7. Untuk mencegah timbulnya keadaan sebagaimana disebutkan pada butir 6 diatas, maka perlu
ditetapkan suatu pedoman penghitungan Dasar Pengenaan Pajak Pertambahan Nilai atas penyerahan
bangunan oleh Pengusaha Real Estate/Industrial Estate, yang didasarkan pada harga jual bangunan,
dikurangi harga perolehan/pembebasan tanah sebelum tanah itu dimatangkan/siap bangun yang
diserahkan kepada Pemerintah sebagaimana disebutkan pada butir 5 diatas.

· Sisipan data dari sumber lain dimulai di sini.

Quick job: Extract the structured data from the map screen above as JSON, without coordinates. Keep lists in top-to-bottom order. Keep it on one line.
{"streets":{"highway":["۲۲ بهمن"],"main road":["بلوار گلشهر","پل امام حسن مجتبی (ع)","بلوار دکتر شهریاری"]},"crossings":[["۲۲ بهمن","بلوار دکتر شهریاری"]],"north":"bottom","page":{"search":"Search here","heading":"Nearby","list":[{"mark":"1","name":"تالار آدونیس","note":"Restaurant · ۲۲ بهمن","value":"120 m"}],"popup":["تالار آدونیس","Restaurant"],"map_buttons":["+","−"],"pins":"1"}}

8. Dengan memperhatikan uraian dan keterangan yang terlampir dalam surat REI kepada Menteri
Keuangan tanggal 25 Maret 1985 No.: 117/REJ/1985 maka bagian harga perolehan/pembebasan
tanah yang menjadi dasar pengurangan untuk penghitungan Dasar Pengenaan Pajak Pertambahan
Nilai tersebut sebesar 35% dari harga/nilai tanah sebelum dimatangkan/siap bangun. Untuk jelasnya
diberikan contoh sebagai berikut :
8.1. Harga (rata-rata) pembebasan sebidang tanah, Rp.30.000.000,-
Biaya pematangan Rp.20.000.000,-
Margin dan biaya lain-lain, Rp.10.000.000,-
______________
Rp.60.000.000,-
Harga jual yang menjadi Dasar Pengenaan PPN adalah :
Rp.60.000.000,- -/- (35% x Rp.30.000.000,-)Rp.49.500.000,-
Rp. 49.500.000,-
PPN = 10% x -------------------- = Rp.4.950.000,-
Rp. 49.000.000,-
8.2. Harga bangunan berikut tanah terdiri atas Rp. 100.000.000,-
- Harga (rata-rata) pembebasan tanah Rp. 30.000.000,-
- Biaya pematangan Rp. 20.000.000,-
- Biaya pembuatan bangunan Rp. 40.000.000,-
- Margin dll. Rp. 10.000.000,-
______________
Rp.100.000.000,-
Penghitungan Dasar Pengenaan PPN adalah :
Rp.100.000.000,- -/- (35% x Rp.30.000.000,-) Rp. 89.500.000,-
Rp. 89.500.000,-
PPN = 10% x -------------------- = Rp. 8.950.000,-
Rp. 89.500.000,-
Demikian penegasan kami, dan hendaknya pedoman ini dapat diberitahukan kepada para Pengusaha Kena
Pajak yang bersangkutan yang berada di wilayah kerja Saudara masing-masing.